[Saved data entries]
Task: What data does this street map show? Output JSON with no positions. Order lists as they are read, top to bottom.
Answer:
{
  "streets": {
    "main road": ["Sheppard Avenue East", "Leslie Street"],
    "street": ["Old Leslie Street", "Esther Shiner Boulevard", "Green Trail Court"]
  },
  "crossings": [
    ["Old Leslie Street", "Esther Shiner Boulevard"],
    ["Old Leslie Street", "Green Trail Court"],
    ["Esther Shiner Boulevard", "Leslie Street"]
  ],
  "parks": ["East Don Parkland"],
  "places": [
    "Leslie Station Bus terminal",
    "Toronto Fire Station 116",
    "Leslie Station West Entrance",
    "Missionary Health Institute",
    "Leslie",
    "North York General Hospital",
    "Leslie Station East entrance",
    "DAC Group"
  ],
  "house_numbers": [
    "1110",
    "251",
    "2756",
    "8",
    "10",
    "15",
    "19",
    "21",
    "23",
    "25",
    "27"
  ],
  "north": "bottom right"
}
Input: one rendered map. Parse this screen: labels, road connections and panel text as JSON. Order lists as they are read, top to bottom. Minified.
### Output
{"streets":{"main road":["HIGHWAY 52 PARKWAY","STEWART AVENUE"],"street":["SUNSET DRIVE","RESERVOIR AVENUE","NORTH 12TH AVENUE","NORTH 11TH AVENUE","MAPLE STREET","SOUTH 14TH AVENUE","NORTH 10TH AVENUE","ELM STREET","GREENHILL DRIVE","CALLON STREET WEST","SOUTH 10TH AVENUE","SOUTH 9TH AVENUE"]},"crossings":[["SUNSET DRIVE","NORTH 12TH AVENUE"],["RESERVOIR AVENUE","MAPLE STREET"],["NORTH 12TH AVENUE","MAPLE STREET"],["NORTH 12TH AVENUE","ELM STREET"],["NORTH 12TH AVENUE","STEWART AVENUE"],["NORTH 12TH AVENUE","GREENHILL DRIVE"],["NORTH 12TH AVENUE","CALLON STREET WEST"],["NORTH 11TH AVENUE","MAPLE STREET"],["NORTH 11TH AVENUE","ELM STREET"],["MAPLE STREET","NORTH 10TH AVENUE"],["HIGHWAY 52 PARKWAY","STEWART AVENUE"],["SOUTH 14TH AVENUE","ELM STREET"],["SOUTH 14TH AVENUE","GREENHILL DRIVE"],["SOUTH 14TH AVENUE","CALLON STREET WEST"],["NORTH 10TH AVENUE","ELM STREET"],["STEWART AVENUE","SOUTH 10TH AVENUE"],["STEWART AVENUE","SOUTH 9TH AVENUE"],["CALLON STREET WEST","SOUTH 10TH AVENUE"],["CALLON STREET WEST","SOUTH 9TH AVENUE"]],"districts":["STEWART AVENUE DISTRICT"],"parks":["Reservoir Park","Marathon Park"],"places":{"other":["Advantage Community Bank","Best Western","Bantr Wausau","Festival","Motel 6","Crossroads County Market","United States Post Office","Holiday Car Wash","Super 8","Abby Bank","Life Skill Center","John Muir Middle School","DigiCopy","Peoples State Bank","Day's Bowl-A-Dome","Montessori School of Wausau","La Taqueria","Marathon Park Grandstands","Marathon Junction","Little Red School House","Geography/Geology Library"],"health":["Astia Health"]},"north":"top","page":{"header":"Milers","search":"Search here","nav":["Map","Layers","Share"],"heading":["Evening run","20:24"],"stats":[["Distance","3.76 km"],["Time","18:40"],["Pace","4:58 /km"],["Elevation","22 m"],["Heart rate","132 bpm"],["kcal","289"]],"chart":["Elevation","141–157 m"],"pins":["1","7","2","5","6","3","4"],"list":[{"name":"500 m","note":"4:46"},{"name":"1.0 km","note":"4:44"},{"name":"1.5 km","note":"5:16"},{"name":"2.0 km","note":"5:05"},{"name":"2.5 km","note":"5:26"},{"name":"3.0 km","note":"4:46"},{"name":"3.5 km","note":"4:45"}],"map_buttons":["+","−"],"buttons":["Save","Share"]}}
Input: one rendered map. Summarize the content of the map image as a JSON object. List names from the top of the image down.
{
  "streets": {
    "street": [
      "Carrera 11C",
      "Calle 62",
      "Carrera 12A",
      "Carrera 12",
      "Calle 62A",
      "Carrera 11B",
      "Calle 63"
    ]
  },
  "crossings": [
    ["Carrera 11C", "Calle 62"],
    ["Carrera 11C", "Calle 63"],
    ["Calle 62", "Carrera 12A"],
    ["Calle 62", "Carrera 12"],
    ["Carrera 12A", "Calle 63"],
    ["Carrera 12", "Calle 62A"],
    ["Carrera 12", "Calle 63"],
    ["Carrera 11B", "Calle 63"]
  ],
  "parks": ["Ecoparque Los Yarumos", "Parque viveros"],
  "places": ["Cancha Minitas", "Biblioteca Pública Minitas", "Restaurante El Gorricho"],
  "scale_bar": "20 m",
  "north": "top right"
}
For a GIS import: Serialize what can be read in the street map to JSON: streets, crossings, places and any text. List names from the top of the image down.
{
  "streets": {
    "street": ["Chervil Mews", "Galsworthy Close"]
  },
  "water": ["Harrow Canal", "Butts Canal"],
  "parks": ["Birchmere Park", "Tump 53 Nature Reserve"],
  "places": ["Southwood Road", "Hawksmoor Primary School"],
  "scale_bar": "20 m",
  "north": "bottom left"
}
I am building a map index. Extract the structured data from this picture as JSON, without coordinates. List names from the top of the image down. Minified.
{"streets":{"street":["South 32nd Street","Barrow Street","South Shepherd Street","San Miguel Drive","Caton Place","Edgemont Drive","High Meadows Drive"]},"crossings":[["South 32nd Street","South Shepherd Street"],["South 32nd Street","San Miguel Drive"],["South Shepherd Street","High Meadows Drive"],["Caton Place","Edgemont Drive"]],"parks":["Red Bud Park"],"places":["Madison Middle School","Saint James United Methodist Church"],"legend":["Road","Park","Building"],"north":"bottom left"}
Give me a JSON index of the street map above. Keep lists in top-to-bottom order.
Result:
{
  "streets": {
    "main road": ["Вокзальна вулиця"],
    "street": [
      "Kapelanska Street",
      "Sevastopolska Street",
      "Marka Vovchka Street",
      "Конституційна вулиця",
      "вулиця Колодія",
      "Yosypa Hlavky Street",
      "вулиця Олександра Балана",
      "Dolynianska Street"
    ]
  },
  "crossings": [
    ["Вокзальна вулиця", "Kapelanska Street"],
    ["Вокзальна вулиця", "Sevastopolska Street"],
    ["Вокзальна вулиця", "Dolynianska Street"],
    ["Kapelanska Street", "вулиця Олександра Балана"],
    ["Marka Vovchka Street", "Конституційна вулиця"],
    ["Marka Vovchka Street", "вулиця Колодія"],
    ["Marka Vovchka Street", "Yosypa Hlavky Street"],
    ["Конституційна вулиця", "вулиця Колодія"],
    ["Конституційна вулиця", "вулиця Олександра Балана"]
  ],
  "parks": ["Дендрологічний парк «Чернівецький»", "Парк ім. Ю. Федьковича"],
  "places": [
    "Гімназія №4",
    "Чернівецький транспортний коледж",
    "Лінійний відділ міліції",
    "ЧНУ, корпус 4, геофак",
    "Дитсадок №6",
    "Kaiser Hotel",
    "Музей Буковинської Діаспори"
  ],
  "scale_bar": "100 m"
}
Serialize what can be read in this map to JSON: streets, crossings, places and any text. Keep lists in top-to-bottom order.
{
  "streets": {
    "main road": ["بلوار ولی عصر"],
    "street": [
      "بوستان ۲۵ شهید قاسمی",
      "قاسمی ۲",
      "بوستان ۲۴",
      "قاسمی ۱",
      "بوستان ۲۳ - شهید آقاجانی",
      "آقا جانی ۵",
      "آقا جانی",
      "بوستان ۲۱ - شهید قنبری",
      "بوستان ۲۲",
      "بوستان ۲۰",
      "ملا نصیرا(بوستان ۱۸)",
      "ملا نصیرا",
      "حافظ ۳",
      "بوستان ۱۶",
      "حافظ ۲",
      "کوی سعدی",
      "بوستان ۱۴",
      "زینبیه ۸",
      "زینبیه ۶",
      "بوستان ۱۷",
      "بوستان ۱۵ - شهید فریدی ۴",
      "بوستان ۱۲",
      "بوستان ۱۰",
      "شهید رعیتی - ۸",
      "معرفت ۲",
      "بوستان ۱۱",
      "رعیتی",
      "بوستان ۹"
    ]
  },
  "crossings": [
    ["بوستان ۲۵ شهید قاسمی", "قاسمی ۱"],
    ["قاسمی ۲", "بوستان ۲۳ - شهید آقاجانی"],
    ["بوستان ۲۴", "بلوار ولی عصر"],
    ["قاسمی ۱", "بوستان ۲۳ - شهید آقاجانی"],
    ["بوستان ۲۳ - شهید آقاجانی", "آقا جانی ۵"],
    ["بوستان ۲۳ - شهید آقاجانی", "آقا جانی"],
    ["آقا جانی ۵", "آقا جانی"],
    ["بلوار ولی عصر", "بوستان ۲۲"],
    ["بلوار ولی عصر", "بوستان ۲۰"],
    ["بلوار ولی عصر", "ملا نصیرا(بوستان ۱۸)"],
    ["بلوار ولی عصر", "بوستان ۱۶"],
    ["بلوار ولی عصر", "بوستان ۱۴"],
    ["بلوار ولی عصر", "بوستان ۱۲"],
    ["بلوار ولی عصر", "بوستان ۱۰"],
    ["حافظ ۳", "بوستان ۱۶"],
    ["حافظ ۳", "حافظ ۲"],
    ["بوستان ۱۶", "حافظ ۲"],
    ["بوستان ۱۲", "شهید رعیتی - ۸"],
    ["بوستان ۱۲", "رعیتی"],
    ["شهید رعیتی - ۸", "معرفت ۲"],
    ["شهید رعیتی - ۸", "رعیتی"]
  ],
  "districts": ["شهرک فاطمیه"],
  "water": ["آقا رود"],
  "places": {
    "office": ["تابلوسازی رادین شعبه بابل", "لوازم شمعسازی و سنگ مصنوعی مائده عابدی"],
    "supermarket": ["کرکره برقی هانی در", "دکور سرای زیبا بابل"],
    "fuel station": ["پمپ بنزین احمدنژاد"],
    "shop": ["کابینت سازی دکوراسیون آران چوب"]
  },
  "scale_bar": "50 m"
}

# INSTRUCTIONS FOR THE TASK
When a line in the data above contains the string "Олександра", copy that line.

# EXPECTED ANSWER
      "вулиця Олександра Балана",
    ["Kapelanska Street", "вулиця Олександра Балана"],
    ["Конституційна вулиця", "вулиця Олександра Балана"]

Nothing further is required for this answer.